WASHINGTON — Almost nothing has been done in the year since the Institute of Medicine called on Congress to help enact a comprehensive overhaul of the nation's emergency medicine system, two emergency physicians and a trauma surgeon told a U.S. House committee.
“I'm absolutely shocked that more hasn't been done to fix this in the last year,” Dr. William Schwab, chief of the division of trauma and surgical critical care at the University of Pennsylvania Medical Center in Philadelphia, testified at a House Committee on Oversight and Government Reform hearing.
Dr. Schwab was a member of the IOM's Committee on the Future of Emergency Care in the U.S. Health System, which issued its report in June 2006.
So far, the only congressional action has been the introduction of the Access to Emergency Medical Services Act (H.R. 882), which would increase payments to physicians through an emergency medicine-specific trust fund and create a commission to study potential solutions. A companion bill has been introduced in the Senate (S. 1003).
Dr. Schwab and his colleagues told House committee members that if anything, emergency departments have become more crowded and overburdened, and that it is becoming increasingly difficult to find specialists such as orthopedic surgeons or neurosurgeons who will accept on-call assignments.
Leaving his written testimony behind, Dr. Schwab told the committee members that a recent experience at his hospital more fully revealed the crisis. On one of his days off, a partner in his practice called and said he was needed to help attend to a department bursting at the seams from a multivehicle accident. Upon arrival, Dr. Schwab instead was diverted to a gunshot victim. He performed an emergency thoracotomy, and when he was done, he looked up and realized that the accident patients had been watching from just 40 feet away because the trauma bay was so crowded.
The burden is not limited to big-city facilities, said Dr. Schwab, noting that his brother-in-law, a transplant patient on dialysis who had become very ill, recently had been refused initial admittance through the ED at Rodney Strong Hospital in Rochester because of overcrowding. Eventually, he was seen.
Dr. Ramon Johnson, director of emergency medicine at Mission Hospital Regional Medical Center in Mission Viejo, Calif., agreed that the crisis did not respect demographic boundaries. “Even in my sleepy suburban community,” the emergency department is “understaffed, underfunded, overworked, and overcrowded,” said Dr. Johnson, who also related anecdotes in place of his written testimony. He spoke of having to scramble to find an open bed for a child who was brought in—blue and choking—by his mother. Staff removed a less-ill patient from a bed, which was quickly occupied by the choking child. Dr. Johnson then reached into the child's trachea to fish out the offending apricot pit. But he had a moment where he thought he'd have to tend to the child on the floor.

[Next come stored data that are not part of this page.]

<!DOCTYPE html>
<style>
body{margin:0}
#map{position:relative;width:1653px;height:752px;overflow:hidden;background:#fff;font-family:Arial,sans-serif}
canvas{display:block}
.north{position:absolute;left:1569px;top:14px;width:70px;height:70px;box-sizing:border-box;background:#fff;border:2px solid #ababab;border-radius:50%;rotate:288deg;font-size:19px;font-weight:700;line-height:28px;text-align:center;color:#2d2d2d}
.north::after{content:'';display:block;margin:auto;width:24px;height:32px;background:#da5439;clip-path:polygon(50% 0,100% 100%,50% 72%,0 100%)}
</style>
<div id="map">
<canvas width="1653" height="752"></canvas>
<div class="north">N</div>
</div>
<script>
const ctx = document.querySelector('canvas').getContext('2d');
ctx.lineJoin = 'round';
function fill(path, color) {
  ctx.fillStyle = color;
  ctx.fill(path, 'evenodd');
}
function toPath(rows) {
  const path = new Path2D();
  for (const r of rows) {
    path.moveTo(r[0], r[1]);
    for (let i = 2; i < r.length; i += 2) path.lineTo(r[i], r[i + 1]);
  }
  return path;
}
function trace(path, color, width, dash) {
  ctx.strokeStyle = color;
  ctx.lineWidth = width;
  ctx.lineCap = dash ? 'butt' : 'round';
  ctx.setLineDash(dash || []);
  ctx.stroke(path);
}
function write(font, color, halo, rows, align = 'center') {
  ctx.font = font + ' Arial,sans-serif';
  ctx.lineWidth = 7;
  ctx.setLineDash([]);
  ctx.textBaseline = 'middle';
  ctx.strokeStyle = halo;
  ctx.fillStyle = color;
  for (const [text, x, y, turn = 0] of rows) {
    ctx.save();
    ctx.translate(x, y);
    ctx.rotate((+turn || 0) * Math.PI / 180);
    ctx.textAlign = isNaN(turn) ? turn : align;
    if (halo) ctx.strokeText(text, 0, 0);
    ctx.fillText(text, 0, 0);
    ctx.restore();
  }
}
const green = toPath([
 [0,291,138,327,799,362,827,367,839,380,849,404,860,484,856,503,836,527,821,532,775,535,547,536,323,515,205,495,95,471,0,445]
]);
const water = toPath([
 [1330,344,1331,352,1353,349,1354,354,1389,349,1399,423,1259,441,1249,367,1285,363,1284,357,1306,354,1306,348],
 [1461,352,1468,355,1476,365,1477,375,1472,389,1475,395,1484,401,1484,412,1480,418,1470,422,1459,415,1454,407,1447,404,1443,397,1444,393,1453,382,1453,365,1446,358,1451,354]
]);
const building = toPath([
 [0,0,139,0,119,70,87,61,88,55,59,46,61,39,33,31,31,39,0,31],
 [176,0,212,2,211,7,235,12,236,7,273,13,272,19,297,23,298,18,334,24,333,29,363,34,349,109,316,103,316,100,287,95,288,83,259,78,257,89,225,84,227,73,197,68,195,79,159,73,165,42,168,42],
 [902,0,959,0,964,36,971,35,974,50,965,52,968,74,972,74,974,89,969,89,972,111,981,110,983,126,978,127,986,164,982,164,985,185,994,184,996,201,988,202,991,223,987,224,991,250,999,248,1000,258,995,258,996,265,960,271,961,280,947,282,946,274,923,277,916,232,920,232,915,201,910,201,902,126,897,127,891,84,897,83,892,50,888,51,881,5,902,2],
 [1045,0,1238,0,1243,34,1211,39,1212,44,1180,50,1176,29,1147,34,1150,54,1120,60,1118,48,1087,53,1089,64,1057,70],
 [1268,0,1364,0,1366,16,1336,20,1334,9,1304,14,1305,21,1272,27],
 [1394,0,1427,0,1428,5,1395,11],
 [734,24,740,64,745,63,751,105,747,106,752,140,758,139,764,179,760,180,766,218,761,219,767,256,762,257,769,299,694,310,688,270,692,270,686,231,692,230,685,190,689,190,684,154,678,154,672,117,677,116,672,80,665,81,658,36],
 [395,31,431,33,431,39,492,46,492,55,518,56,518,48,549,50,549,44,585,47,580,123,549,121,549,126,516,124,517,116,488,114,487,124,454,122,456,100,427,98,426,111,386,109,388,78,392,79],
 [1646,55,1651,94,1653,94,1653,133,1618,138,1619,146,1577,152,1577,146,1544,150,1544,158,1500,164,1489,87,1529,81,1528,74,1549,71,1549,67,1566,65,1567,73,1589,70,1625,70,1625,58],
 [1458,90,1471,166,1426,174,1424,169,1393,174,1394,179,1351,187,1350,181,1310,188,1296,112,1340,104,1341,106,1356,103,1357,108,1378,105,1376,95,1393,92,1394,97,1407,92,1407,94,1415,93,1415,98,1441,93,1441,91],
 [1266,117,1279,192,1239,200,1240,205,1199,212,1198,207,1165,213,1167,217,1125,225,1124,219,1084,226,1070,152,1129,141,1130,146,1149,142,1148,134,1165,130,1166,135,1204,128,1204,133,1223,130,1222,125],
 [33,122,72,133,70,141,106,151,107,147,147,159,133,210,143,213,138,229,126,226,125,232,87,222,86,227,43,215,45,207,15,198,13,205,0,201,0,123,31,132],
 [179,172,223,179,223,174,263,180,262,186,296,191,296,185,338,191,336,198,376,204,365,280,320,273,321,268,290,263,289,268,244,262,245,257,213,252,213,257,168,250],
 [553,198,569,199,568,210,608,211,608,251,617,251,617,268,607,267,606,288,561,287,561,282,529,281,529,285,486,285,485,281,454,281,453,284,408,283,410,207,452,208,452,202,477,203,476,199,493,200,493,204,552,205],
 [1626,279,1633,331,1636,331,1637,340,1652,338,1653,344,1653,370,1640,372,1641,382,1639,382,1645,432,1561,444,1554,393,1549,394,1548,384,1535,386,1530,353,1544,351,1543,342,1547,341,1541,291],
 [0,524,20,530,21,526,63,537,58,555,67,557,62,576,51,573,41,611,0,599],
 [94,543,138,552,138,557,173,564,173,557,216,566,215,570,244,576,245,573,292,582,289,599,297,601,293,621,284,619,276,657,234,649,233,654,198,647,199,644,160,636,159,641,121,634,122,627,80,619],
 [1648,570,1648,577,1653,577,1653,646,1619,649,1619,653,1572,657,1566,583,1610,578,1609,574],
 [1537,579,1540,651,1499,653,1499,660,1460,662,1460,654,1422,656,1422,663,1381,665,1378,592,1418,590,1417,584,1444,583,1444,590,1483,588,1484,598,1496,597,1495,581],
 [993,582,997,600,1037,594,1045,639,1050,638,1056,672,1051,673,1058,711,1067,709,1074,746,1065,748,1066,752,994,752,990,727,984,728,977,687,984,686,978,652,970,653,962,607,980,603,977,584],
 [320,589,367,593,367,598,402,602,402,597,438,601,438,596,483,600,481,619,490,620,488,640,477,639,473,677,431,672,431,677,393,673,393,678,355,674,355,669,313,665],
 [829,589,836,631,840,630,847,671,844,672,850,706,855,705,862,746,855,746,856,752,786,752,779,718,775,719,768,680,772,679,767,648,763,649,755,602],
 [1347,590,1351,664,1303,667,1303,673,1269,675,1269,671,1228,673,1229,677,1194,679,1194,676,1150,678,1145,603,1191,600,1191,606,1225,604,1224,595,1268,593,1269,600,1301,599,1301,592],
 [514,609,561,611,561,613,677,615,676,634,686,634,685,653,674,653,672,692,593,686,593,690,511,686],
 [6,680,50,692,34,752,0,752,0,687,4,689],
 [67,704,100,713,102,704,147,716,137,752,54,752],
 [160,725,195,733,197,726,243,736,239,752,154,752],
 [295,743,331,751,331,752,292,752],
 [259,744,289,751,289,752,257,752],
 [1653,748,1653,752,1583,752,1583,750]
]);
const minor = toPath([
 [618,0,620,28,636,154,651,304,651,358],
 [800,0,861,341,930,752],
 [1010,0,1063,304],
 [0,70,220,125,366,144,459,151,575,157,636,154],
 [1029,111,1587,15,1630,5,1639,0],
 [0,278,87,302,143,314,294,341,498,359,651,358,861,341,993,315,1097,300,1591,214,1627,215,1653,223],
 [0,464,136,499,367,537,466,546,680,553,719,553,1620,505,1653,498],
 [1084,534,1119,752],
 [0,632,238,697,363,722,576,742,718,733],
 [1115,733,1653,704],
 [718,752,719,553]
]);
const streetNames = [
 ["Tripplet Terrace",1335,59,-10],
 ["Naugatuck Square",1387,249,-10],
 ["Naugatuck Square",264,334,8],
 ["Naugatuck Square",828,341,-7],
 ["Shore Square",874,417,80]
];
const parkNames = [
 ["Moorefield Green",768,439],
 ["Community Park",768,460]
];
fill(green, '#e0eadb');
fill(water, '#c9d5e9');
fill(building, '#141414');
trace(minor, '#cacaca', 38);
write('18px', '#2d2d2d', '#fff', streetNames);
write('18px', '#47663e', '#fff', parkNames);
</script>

“We have state-of-the-art technology, and yet we're practicing in a non-state-of-the-art environment,” echoed Dr. Robert E. O'Connor, incoming chair of emergency medicine at the University of Virginia, Charlottesville.
At the hearing, the physicians were well received by Democrats and Republicans.
“The fact of the matter is that we have a crisis in emergency care, and it is nationwide,” said acting panel chairman Elijah Cummings (D-Md.). “This begs the question: With a national emergency and trauma care system as fragile as ours, how would we manage the very real threats of a terrorist bombing, a natural disaster, or an outbreak of pandemic flu? Where is the surge capacity?”
Rep. Tom Davis (R-Va.) also questioned whether many of the nation's emergency departments are ready to handle a surge from a multiple-casualty highway crash, much less a terrorist event. The crisis has many roots, said Rep. Davis. “Legal, financial, and demographic trends have converged to punish the success of hospital emergency departments transformed by federal law into the de facto primary care provider for millions of the under- and uninsured,” he said.
Several committee members asked whether the 2006 Pandemic and All Hazards Preparedness Act had benefited emergency care. The answer: a resounding no.
“I don't think we could track a dime to actual practice at the bedside,” said Dr. Schwab.
But he and the other physicians emphasized that just throwing more money at emergency medicine would not be a panacea. “There's no way a simple solution can fix this,” said Dr. Schwab.
Rep. Cummings and other committee members took the Department of Health and Human Services to task for not ensuring that more of the Pandemic law's money made it directly to hospitals.